**Information shown**
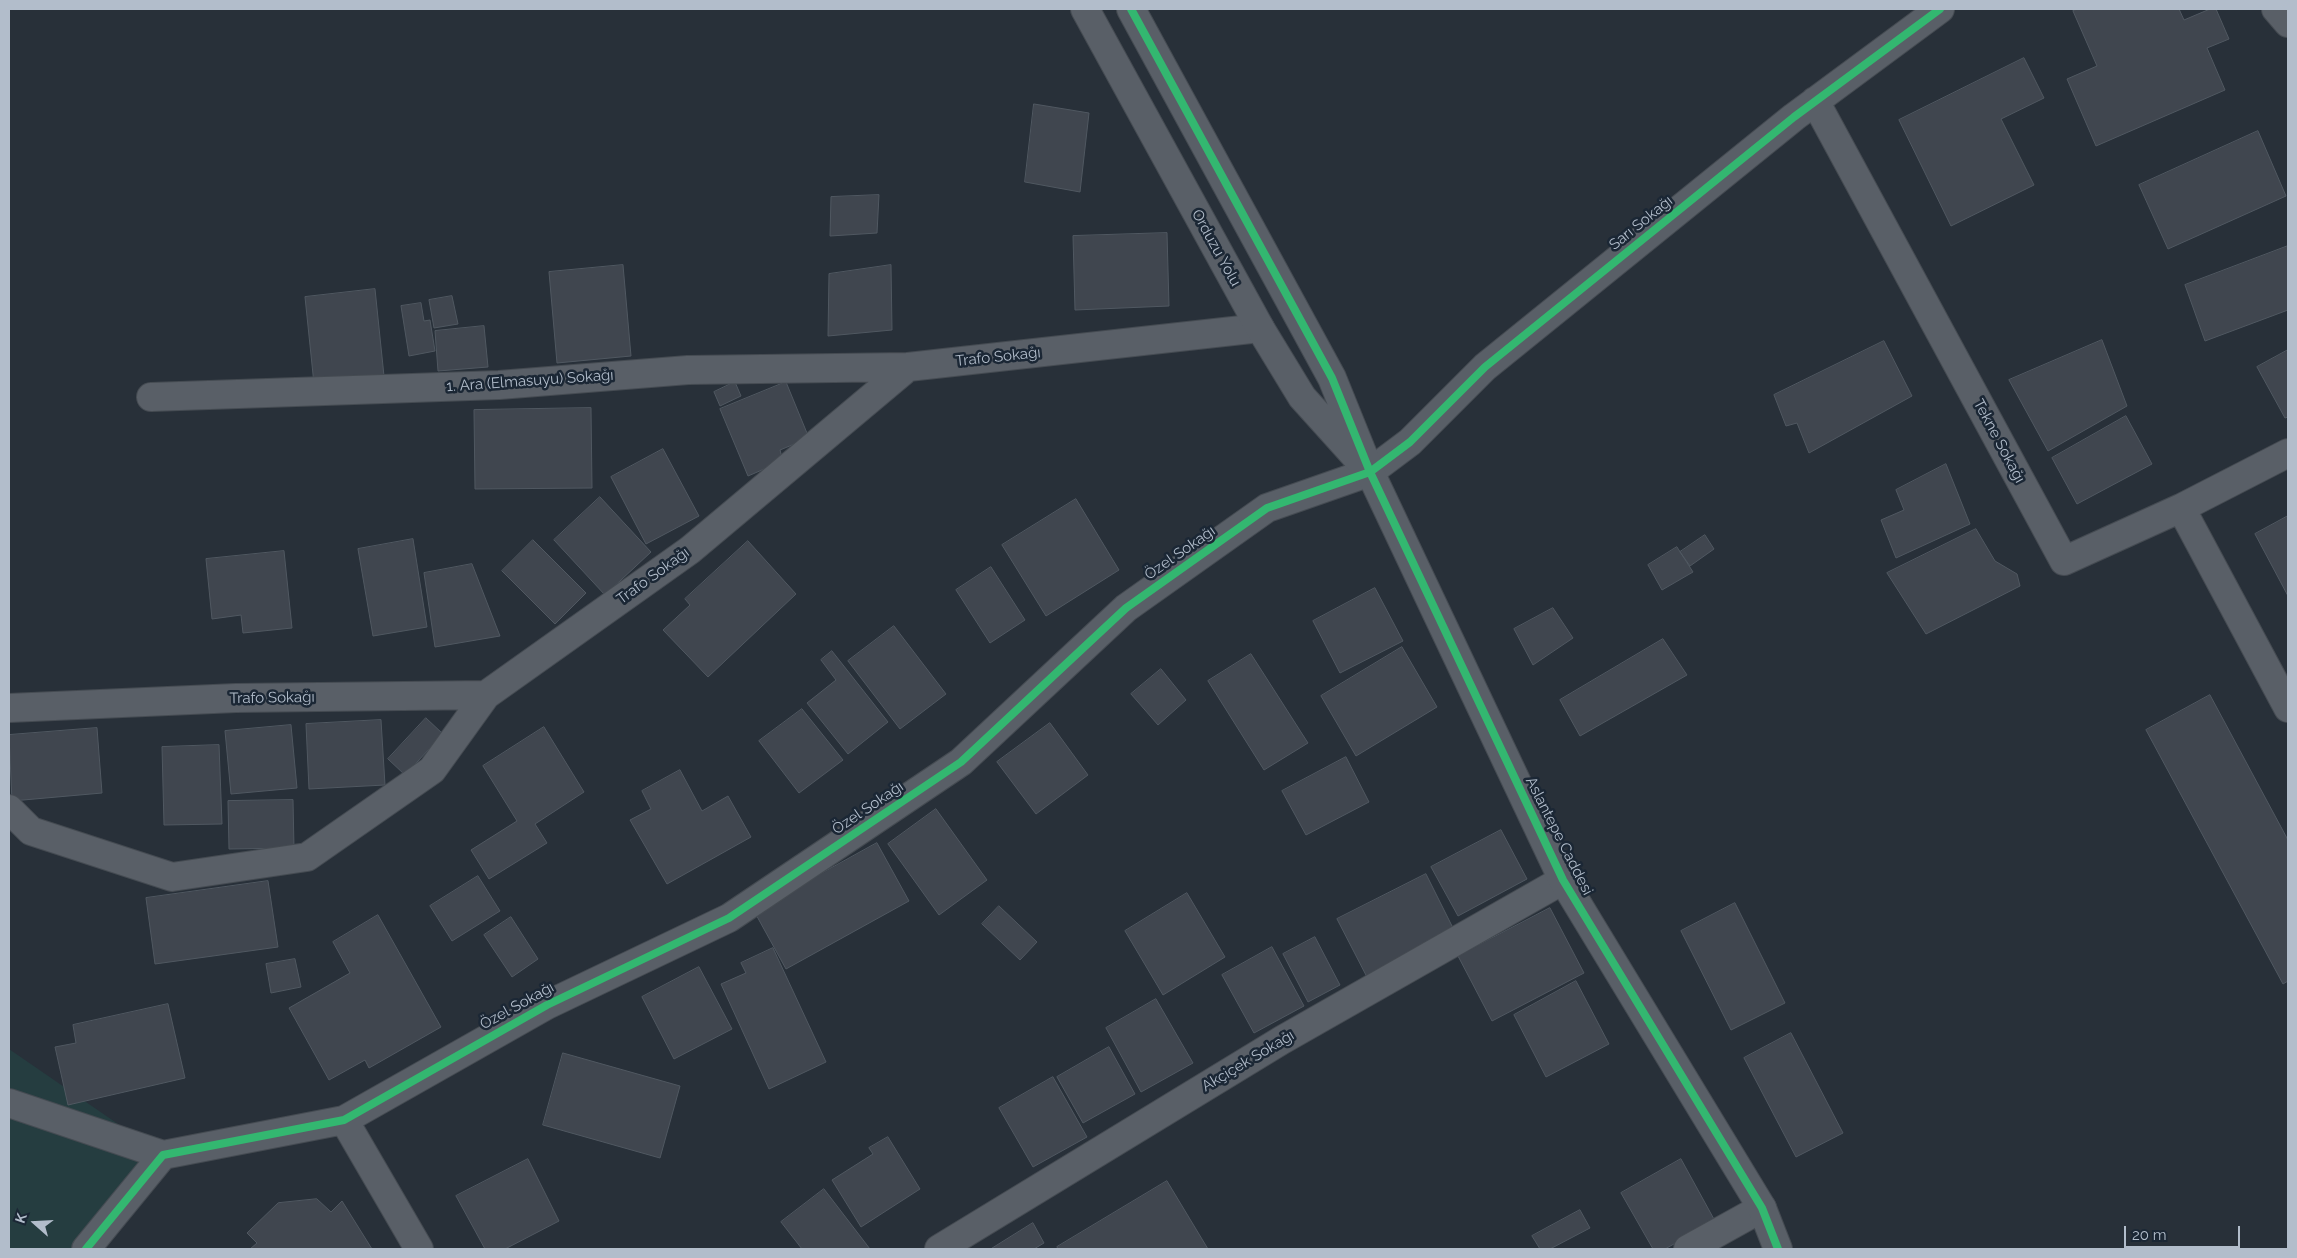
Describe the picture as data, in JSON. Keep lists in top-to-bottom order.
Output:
{
  "streets": {
    "street": [
      "Sarı Sokağı",
      "Orduzu Yolu",
      "Trafo Sokağı",
      "1. Ara (Elmasuyu) Sokağı",
      "Tekne Sokağı",
      "Özel Sokağı",
      "Aslantepe Caddesi",
      "Akçiçek Sokağı"
    ]
  },
  "crossings": [
    ["Sarı Sokağı", "Orduzu Yolu"],
    ["Sarı Sokağı", "Tekne Sokağı"],
    ["Sarı Sokağı", "Özel Sokağı"],
    ["Sarı Sokağı", "Aslantepe Caddesi"],
    ["Orduzu Yolu", "Trafo Sokağı"],
    ["Orduzu Yolu", "Özel Sokağı"],
    ["Orduzu Yolu", "Aslantepe Caddesi"],
    ["Trafo Sokağı", "1. Ara (Elmasuyu) Sokağı"],
    ["Özel Sokağı", "Aslantepe Caddesi"],
    ["Aslantepe Caddesi", "Akçiçek Sokağı"]
  ],
  "scale_bar": "20 m",
  "north": "left"
}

**Task description**
The lines holding the string "Tekne" in the listing above are what you should copy out.

**Written response**
      "Tekne Sokağı",
    ["Sarı Sokağı", "Tekne Sokağı"],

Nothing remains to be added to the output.